Whenever a line in the entries below contains "DORMAGENER", copy that line.

*DATA FOR THIS EXERCISE*:
------------------------

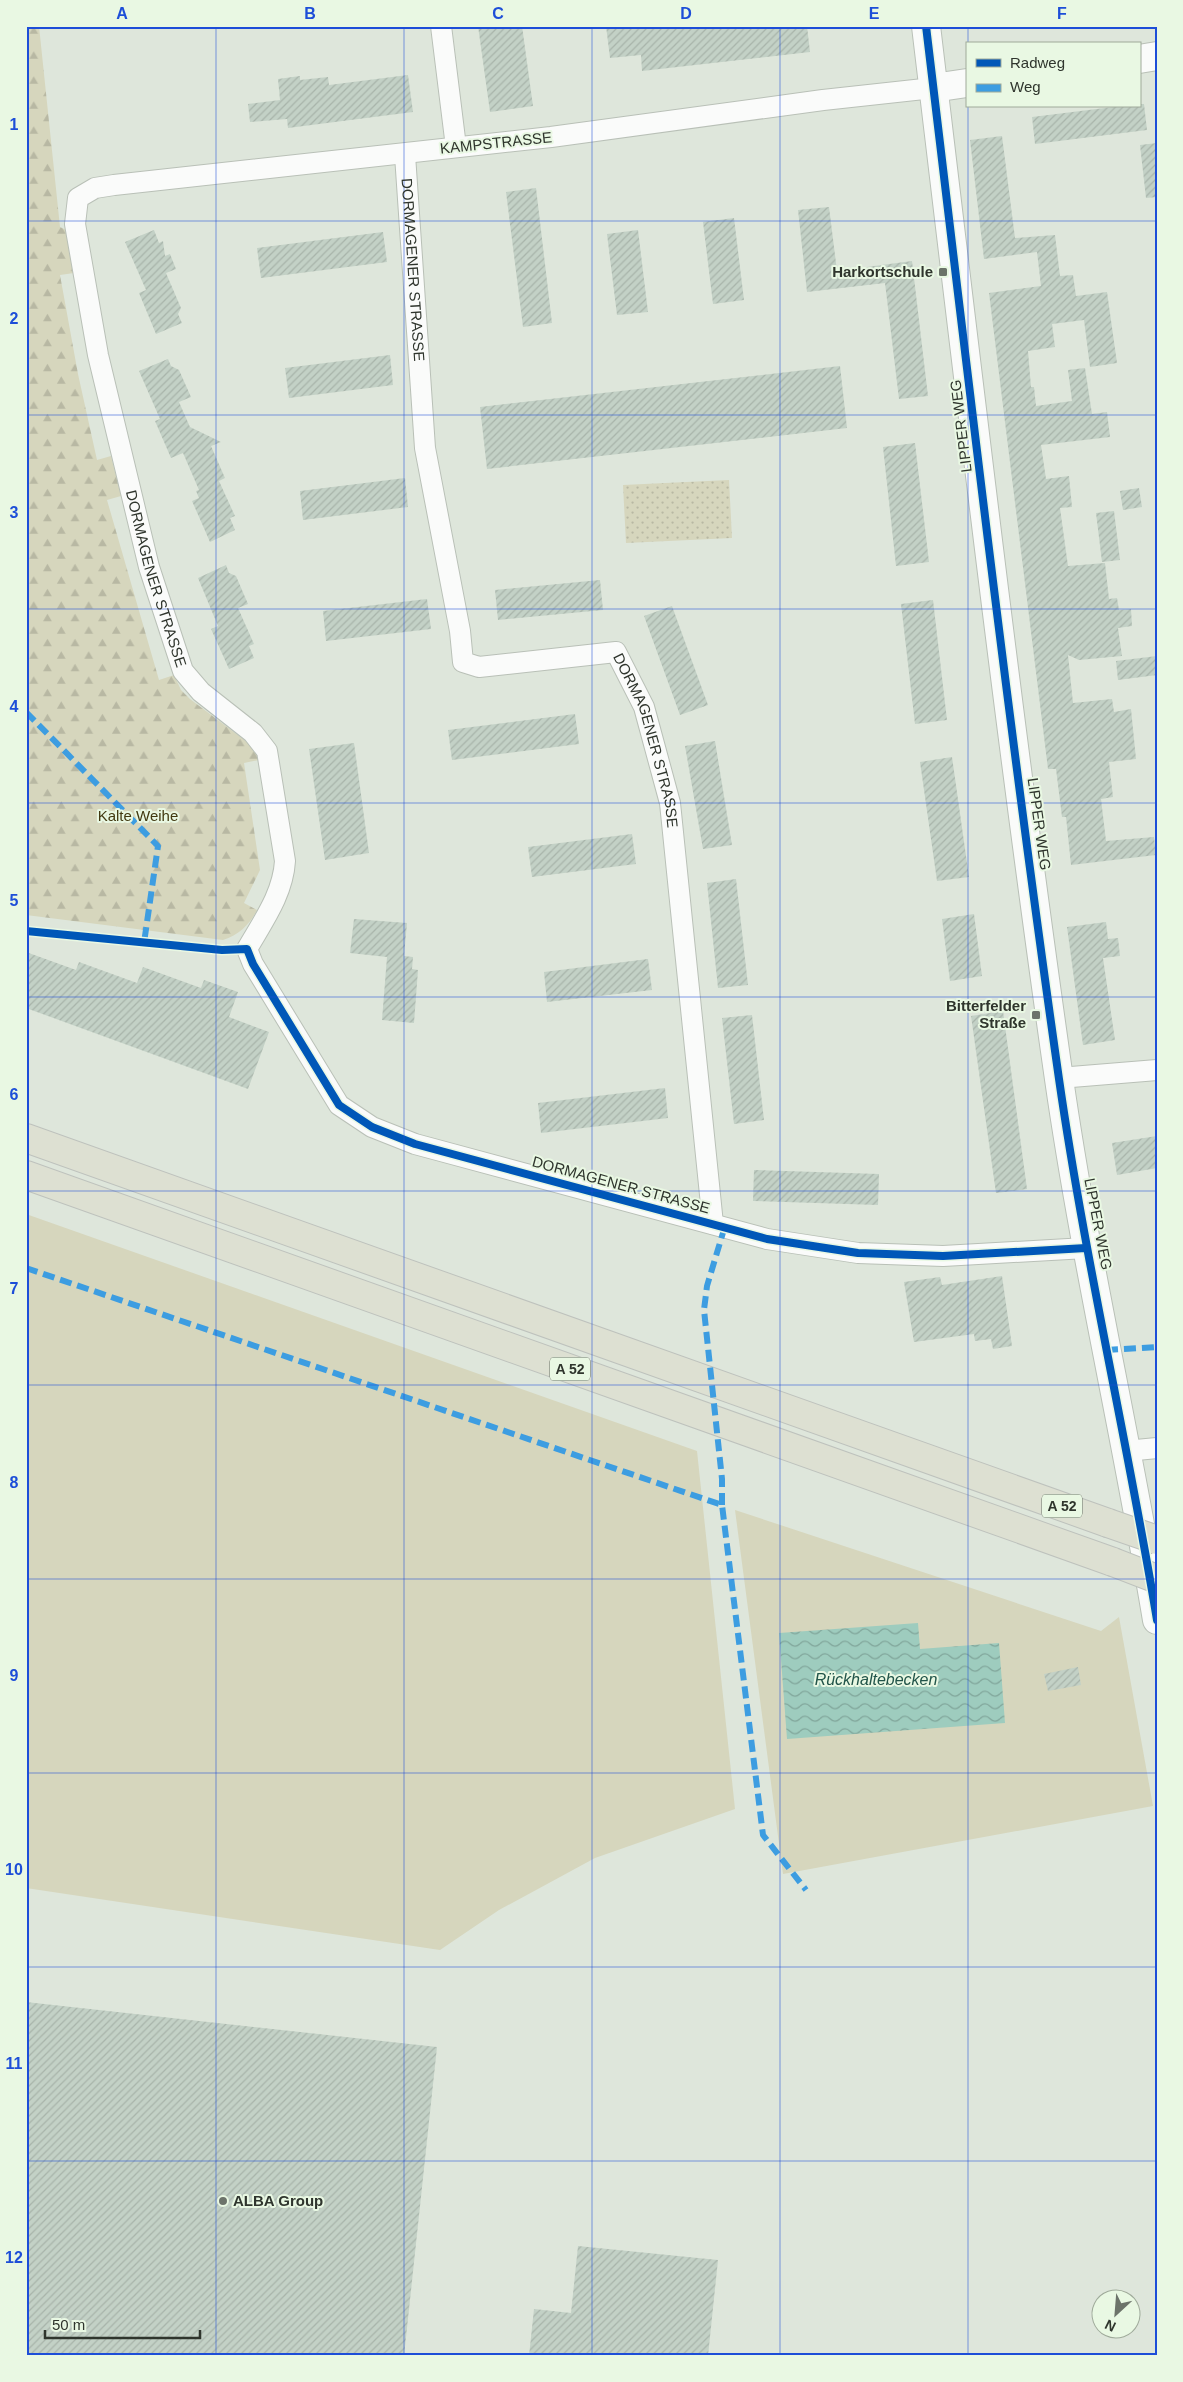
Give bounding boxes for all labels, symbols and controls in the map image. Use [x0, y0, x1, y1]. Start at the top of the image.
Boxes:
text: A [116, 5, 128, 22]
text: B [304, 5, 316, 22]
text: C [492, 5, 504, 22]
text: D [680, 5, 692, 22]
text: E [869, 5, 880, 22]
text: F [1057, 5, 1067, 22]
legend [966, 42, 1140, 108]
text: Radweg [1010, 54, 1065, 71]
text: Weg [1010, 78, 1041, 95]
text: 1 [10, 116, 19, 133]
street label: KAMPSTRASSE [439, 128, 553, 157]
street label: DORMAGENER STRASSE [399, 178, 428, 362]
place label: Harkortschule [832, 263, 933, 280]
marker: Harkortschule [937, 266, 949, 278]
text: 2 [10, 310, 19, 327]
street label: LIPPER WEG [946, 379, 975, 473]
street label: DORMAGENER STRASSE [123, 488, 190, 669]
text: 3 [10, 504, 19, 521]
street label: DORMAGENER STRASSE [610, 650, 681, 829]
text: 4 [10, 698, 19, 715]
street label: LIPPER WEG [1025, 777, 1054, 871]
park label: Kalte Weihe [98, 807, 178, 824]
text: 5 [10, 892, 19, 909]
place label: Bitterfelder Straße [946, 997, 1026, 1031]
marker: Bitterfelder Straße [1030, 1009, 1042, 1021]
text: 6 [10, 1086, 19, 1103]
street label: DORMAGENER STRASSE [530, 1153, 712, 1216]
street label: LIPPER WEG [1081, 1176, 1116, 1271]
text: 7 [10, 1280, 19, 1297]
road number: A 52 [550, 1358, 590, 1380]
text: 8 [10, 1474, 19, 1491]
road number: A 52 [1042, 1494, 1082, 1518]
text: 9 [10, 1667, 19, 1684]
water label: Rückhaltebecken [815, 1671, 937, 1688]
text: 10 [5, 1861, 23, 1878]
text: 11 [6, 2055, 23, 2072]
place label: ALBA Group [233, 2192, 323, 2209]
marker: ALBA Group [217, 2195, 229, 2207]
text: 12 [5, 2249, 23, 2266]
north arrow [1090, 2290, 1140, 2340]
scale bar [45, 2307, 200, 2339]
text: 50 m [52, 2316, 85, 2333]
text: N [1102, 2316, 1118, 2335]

------------------------

*TASK SOLUTION*:
street label: DORMAGENER STRASSE [399, 178, 428, 362]
street label: DORMAGENER STRASSE [123, 488, 190, 669]
street label: DORMAGENER STRASSE [610, 650, 681, 829]
street label: DORMAGENER STRASSE [530, 1153, 712, 1216]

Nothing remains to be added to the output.